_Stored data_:
§ §
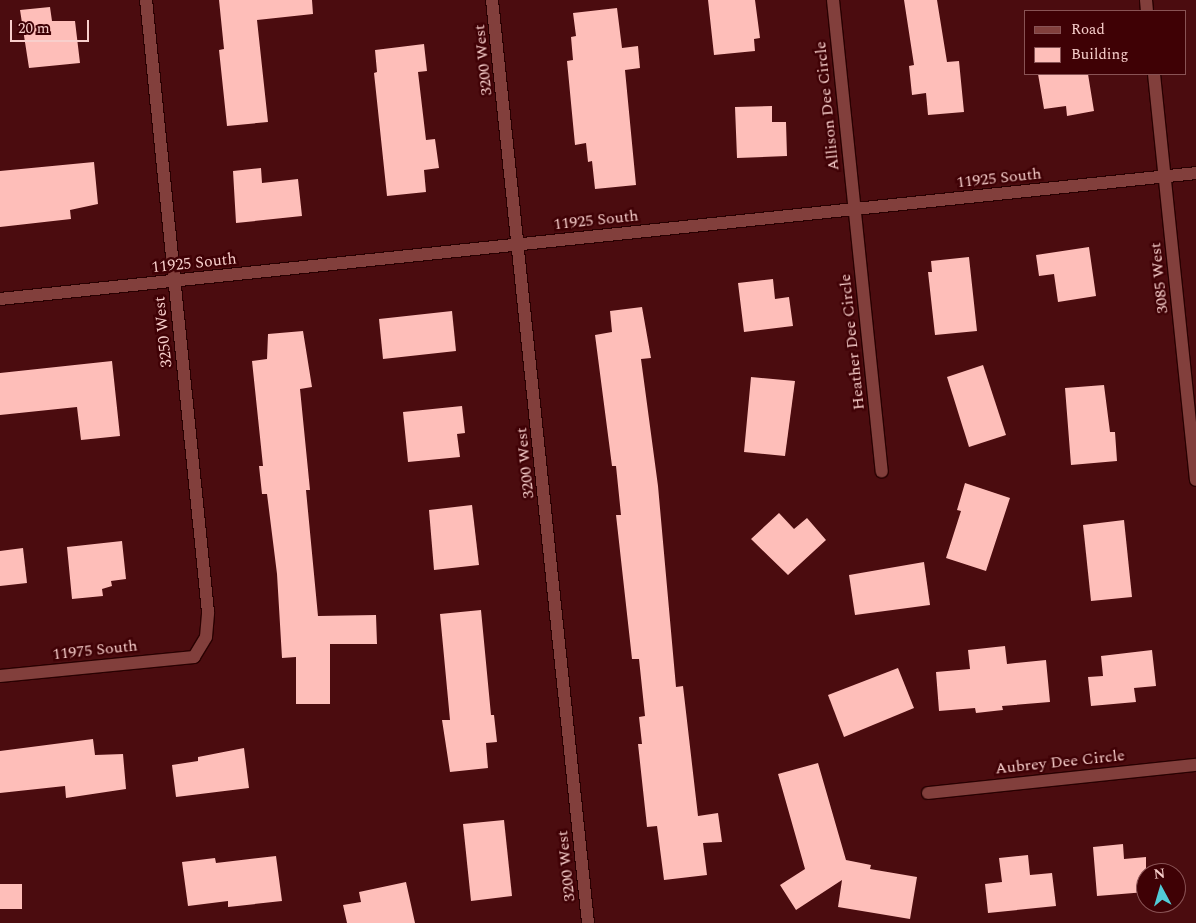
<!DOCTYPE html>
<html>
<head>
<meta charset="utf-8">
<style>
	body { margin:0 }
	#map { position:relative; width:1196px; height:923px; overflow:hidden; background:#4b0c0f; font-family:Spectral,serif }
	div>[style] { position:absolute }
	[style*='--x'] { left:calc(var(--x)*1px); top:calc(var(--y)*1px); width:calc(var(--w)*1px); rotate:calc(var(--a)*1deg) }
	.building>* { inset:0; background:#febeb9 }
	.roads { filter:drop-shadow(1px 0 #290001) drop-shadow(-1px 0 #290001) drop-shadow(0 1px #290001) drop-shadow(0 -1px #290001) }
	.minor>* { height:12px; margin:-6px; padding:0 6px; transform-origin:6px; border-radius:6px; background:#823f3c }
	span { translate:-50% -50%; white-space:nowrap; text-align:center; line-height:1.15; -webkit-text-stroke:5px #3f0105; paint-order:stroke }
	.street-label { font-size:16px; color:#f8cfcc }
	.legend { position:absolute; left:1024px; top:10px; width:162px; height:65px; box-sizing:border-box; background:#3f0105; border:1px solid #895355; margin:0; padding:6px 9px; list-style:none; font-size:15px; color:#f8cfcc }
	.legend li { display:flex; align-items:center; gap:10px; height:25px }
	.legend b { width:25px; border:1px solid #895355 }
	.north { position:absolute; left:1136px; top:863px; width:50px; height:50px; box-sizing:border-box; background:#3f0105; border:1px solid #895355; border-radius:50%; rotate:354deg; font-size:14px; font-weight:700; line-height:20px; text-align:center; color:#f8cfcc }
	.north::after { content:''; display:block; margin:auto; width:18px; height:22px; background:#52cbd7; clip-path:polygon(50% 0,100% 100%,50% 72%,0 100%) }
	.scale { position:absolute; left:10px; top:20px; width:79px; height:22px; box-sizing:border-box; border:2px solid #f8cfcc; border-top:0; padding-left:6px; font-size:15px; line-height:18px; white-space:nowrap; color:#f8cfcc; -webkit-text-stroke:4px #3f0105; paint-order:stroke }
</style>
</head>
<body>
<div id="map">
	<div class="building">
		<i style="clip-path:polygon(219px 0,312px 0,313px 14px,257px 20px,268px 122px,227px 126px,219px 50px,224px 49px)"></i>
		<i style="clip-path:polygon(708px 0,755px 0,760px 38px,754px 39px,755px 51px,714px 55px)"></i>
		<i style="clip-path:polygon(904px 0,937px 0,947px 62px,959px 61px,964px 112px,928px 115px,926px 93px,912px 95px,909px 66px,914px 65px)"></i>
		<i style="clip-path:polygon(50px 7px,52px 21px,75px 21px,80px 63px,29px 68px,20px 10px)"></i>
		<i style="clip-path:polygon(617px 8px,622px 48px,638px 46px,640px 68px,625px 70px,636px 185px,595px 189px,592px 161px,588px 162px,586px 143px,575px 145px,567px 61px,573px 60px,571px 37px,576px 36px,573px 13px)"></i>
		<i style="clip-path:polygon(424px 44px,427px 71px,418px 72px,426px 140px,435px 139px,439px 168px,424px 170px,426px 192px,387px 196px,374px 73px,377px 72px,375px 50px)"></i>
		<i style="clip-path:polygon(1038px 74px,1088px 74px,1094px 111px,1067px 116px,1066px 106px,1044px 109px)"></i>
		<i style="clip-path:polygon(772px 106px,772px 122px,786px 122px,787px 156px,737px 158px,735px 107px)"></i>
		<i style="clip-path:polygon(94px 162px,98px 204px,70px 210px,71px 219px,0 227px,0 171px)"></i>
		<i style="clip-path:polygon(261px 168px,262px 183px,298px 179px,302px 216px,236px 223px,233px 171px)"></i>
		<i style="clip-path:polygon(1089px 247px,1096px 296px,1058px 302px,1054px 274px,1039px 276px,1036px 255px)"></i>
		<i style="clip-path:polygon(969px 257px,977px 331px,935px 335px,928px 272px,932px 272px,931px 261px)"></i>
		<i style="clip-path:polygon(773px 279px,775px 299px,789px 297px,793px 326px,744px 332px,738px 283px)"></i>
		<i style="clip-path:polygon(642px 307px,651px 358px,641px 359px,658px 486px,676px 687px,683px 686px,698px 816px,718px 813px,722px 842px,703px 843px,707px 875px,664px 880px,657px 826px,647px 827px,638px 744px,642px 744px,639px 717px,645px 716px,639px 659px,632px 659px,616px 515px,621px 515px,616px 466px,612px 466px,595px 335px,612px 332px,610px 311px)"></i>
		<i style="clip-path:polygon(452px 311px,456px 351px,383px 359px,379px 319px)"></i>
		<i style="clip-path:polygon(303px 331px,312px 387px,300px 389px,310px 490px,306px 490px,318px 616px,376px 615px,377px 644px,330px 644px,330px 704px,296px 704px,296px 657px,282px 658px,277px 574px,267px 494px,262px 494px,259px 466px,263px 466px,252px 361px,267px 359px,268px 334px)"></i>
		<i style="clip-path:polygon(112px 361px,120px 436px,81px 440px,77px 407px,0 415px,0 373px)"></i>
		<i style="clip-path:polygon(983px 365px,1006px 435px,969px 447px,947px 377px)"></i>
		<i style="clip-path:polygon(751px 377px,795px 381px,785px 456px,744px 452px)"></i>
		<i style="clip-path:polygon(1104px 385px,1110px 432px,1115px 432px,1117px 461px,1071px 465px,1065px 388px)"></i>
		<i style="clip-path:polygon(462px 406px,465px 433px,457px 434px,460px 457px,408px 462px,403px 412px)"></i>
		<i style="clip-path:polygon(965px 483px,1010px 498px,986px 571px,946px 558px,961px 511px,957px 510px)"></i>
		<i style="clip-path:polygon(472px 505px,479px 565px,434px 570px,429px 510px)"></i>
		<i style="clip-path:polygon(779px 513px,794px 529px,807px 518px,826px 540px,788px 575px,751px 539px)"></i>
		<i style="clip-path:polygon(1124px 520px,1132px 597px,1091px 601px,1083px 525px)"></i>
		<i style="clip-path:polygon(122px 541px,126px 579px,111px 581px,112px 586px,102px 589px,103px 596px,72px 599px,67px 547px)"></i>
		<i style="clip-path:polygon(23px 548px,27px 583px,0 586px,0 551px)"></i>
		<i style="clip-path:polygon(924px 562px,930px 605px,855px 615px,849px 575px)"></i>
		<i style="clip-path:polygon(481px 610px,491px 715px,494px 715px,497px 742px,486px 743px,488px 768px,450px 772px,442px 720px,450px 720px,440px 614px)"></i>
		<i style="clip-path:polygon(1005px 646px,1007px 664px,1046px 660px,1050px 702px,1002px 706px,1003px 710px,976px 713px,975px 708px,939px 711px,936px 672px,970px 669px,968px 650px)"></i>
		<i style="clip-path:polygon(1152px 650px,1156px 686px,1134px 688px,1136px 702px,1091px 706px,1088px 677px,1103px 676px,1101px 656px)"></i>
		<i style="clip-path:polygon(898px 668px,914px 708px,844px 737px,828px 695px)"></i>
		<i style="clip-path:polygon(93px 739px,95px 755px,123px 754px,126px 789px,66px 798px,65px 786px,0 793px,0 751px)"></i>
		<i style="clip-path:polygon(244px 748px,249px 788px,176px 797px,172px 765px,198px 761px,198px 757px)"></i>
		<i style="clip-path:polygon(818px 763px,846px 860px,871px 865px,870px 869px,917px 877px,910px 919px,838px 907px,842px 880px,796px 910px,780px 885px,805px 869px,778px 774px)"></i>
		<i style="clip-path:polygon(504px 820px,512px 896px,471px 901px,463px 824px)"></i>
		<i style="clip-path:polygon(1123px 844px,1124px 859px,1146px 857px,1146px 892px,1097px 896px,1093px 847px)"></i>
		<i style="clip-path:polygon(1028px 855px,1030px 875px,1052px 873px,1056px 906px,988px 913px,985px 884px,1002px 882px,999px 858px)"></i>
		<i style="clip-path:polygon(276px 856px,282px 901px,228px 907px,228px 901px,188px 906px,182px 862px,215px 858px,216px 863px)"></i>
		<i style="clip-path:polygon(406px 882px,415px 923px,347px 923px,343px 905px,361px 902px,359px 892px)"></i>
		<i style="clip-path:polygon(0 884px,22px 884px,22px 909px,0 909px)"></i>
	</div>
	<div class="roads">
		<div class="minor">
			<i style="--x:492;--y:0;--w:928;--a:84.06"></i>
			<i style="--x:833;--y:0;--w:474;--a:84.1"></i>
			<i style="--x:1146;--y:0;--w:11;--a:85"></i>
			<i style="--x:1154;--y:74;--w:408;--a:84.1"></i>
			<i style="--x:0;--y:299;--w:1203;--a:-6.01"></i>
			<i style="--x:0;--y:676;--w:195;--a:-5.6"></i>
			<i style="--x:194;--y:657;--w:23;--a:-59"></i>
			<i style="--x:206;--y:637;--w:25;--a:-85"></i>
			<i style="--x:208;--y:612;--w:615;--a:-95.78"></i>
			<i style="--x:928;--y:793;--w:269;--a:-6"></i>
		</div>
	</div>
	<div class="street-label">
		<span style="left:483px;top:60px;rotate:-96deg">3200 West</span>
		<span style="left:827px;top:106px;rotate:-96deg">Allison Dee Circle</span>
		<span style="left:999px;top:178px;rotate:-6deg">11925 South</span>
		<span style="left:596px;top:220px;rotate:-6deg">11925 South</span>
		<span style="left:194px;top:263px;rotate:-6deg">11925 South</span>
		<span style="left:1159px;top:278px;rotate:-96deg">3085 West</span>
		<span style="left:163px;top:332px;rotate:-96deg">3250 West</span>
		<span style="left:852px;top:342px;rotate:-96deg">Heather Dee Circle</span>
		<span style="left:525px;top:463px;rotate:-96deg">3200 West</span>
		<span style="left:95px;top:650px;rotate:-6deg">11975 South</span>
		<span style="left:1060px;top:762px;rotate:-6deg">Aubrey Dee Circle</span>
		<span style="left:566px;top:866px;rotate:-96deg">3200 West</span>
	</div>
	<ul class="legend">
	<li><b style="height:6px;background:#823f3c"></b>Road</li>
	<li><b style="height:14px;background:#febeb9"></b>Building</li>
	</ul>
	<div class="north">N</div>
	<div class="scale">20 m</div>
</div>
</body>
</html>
§ §
_EXERCISE REQUIREMENTS_:
Beginning at the line above that contains "height:12px; margin:-6px; padding:0", return each line exactly through the line that contains "position:absolute; left:1136px; top:863px;", and no others.

_RESPONSE TO THIS TASK_:
	.minor>* { height:12px; margin:-6px; padding:0 6px; transform-origin:6px; border-radius:6px; background:#823f3c }
	span { translate:-50% -50%; white-space:nowrap; text-align:center; line-height:1.15; -webkit-text-stroke:5px #3f0105; paint-order:stroke }
	.street-label { font-size:16px; color:#f8cfcc }
	.legend { position:absolute; left:1024px; top:10px; width:162px; height:65px; box-sizing:border-box; background:#3f0105; border:1px solid #895355; margin:0; padding:6px 9px; list-style:none; font-size:15px; color:#f8cfcc }
	.legend li { display:flex; align-items:center; gap:10px; height:25px }
	.legend b { width:25px; border:1px solid #895355 }
	.north { position:absolute; left:1136px; top:863px; width:50px; height:50px; box-sizing:border-box; background:#3f0105; border:1px solid #895355; border-radius:50%; rotate:354deg; font-size:14px; font-weight:700; line-height:20px; text-align:center; color:#f8cfcc }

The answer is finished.